There was no such acknowledgment from Mozilla employees and others who took to Twitter to condemn Eich and call for his head. Writing about that wrath in his blog, The Dish, Andrew Sullivan said that it disgusted him, “as it should disgust anyone interested in a tolerant and diverse society.” A leading supporter of gay marriage, Sullivan warned other supporters not to practice “a fanaticism more like the religious right than anyone else.”
I can’t get quite as worked up as he did. For one thing, prominent gay rights groups weren’t part of the Mozilla fray. For another, Mozilla isn’t the first company to make leadership decisions (or reconsiderations) with an eye toward the boss’s cultural mind-meld with the people below him or her. And if you believe that to deny a class of people the right to marry is to deem them less worthy, it’s indeed difficult to chalk up opposition to marriage equality as just another difference of opinion.
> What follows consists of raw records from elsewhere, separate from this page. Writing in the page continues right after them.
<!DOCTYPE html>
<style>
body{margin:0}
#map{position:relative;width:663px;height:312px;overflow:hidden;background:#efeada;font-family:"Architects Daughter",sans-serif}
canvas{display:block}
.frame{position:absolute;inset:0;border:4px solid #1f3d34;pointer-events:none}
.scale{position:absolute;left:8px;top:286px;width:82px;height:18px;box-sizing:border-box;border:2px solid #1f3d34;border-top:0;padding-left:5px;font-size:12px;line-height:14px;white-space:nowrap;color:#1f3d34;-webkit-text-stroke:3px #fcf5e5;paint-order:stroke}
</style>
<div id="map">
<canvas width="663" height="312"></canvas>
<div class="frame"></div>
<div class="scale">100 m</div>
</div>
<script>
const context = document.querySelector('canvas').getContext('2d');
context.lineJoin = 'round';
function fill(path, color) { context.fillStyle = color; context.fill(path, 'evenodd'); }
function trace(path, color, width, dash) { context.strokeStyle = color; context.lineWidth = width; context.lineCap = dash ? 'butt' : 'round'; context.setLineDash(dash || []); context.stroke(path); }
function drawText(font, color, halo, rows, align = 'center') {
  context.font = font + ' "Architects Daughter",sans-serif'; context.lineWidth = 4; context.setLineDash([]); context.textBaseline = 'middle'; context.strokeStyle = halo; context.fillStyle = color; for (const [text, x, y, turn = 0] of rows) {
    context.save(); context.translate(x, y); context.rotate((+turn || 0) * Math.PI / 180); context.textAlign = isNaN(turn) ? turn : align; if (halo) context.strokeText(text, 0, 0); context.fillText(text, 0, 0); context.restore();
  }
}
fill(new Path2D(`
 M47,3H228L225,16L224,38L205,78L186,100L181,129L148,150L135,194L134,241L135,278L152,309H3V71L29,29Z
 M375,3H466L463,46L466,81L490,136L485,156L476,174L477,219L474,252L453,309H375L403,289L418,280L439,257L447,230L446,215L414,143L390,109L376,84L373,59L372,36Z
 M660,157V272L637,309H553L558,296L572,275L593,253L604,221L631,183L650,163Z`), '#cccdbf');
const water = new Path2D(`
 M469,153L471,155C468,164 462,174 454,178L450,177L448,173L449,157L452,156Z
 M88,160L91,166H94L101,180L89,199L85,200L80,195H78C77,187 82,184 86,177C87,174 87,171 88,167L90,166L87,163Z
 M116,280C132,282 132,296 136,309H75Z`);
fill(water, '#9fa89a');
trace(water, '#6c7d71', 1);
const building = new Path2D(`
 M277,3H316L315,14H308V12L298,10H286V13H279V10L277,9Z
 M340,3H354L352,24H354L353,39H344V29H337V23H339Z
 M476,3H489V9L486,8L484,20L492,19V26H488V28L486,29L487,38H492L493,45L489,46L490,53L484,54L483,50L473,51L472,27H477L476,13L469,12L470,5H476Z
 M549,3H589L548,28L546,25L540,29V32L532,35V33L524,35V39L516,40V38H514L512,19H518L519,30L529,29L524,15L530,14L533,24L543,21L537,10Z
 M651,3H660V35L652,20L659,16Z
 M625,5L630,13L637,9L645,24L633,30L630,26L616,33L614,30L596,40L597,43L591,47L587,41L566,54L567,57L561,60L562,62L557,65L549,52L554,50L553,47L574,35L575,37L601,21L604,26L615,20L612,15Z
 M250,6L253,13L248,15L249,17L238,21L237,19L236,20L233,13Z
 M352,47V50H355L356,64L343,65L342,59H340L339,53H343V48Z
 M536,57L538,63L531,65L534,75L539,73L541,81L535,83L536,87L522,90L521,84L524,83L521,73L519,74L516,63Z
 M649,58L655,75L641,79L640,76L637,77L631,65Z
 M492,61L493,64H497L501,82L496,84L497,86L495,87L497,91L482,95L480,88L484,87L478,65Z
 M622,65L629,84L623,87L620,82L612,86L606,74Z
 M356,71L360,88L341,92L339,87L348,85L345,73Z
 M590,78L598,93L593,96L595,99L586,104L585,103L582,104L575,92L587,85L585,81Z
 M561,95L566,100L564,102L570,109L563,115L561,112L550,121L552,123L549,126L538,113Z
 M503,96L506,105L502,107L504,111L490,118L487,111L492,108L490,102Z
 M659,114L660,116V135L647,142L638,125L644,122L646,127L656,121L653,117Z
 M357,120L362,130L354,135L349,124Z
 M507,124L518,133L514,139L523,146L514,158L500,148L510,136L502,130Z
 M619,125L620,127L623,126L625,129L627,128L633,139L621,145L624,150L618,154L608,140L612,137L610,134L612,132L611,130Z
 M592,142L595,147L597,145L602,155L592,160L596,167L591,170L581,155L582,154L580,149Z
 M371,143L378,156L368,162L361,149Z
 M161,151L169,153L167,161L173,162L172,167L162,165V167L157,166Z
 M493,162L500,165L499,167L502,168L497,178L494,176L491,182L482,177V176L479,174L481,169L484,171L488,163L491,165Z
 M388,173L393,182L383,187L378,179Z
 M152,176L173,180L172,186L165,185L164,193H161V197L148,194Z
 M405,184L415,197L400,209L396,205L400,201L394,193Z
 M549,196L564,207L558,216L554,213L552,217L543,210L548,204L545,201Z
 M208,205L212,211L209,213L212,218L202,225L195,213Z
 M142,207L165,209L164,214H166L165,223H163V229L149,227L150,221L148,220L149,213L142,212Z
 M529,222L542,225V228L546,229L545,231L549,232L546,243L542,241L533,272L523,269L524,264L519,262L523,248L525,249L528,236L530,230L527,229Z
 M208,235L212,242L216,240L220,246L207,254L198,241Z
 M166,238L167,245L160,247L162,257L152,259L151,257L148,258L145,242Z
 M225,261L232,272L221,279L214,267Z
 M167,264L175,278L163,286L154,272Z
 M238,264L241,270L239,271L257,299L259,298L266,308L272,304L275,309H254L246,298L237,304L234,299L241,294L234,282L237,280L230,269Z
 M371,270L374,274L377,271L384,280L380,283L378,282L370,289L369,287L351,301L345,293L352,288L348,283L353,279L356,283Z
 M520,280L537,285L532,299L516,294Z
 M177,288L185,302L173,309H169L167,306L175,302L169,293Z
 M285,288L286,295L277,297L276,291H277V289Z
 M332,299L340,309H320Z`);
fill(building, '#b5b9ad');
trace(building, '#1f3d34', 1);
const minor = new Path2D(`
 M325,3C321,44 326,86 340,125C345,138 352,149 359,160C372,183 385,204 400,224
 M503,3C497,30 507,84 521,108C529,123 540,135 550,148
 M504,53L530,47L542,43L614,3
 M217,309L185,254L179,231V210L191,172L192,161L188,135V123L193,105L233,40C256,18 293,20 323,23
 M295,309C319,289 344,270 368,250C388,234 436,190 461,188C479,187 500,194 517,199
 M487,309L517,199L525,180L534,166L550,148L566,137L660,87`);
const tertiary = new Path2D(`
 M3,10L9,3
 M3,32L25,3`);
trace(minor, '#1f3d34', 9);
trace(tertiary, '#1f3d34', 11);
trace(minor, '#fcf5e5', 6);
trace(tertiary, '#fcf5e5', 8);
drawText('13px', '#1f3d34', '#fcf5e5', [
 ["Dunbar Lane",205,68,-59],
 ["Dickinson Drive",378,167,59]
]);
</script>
But it’s vital to remember how very recently so many of equality’s promoters, like Obama and Clinton, have come around and how relatively new this conversation remains. It’s crucial not to lose sight of how well the movement has been served by the less judgmental posture that Becker pointed out.
Sullivan is right to raise concerns about the public flogging of someone like Eich. Such vilification won’t accelerate the timetable of victory, which is certain. And it doesn’t reflect well on the victors.